Chereads / Puisi Bisu / Chapter 5 - Perceraian Orangtuaku

Chapter 5 - Perceraian Orangtuaku

Kami sampai di depan gerbang rumahku, aku sadar selama aku diantar olehnya aku belum pernah menawarinya untuk mampir kerumahku. Rasanya sangat sungkan mempersilahkan laki-laki main kerumahku, apalagi dia adalah orang yang aku suka mungkin aku bisa salah tingkah di depannya. Tapi tak apa aku akan coba menawarinya, semoga dia menolak.

"Jo, mau mampir sebentar ga?" aku seakan ragu-ragu dengan pertanyaanku sendiri.

"Boleh emangnya?" pertanyaannya membuatku semakin ragu, mulutku kaku sesaat.

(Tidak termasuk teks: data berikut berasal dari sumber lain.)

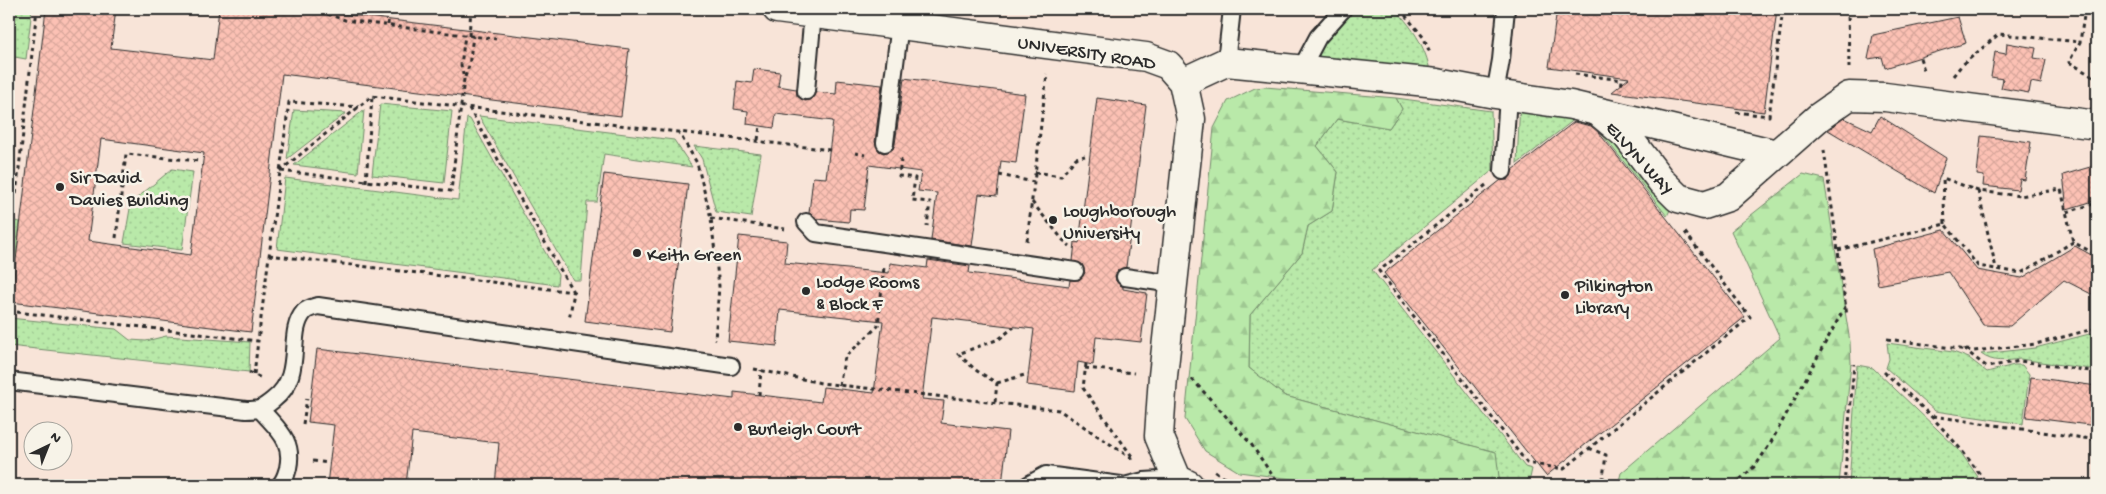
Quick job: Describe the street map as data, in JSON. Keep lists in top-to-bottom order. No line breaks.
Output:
{"streets":{"street":["UNIVERSITY ROAD","ELVYN WAY"]},"places":["Sir David Davies Building","Loughborough University","Keith Green","Lodge Rooms & Block F","Pilkington Library","Burleigh Court"],"north":"top right"}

"Boleh, kalo mau." Aku tersenyum ragu.

Haduh! Bagaimana kalau dia tidak menolak?! Dia terus menatapku, Wajahku semakin gugup melihatnya.

"lain kali aja ya lia." Dia tersenyum.

Aku tersentak, legah sekali rasanya, ternyata dia menolak.

"Aku pulang ya. Bye." Dia memutar motornya dan segera pergi, aku hanya melambaikan sedikit tanganku.

Aku melangkah mendekati pintu rumahku, tiba-tiba terdengar suara pecahan gelas dari dalam rumah dibarengi dengan teriakan ibuku,

"aku muak sama kamu mas!!" suara ibu meringis pilu sangat jelas terdengar olehku.

Entah apa yang sedang mereka ributkan di dalam, yang jelas kejadian ini bukan yang pertama kalinya bagiku. aku masih enggan meraih gagang pintu.

Aku benci kejadian ini! Aku tidak suka! Sangat tidak suka! Apa mereka tidak memikirkan perasaanku?!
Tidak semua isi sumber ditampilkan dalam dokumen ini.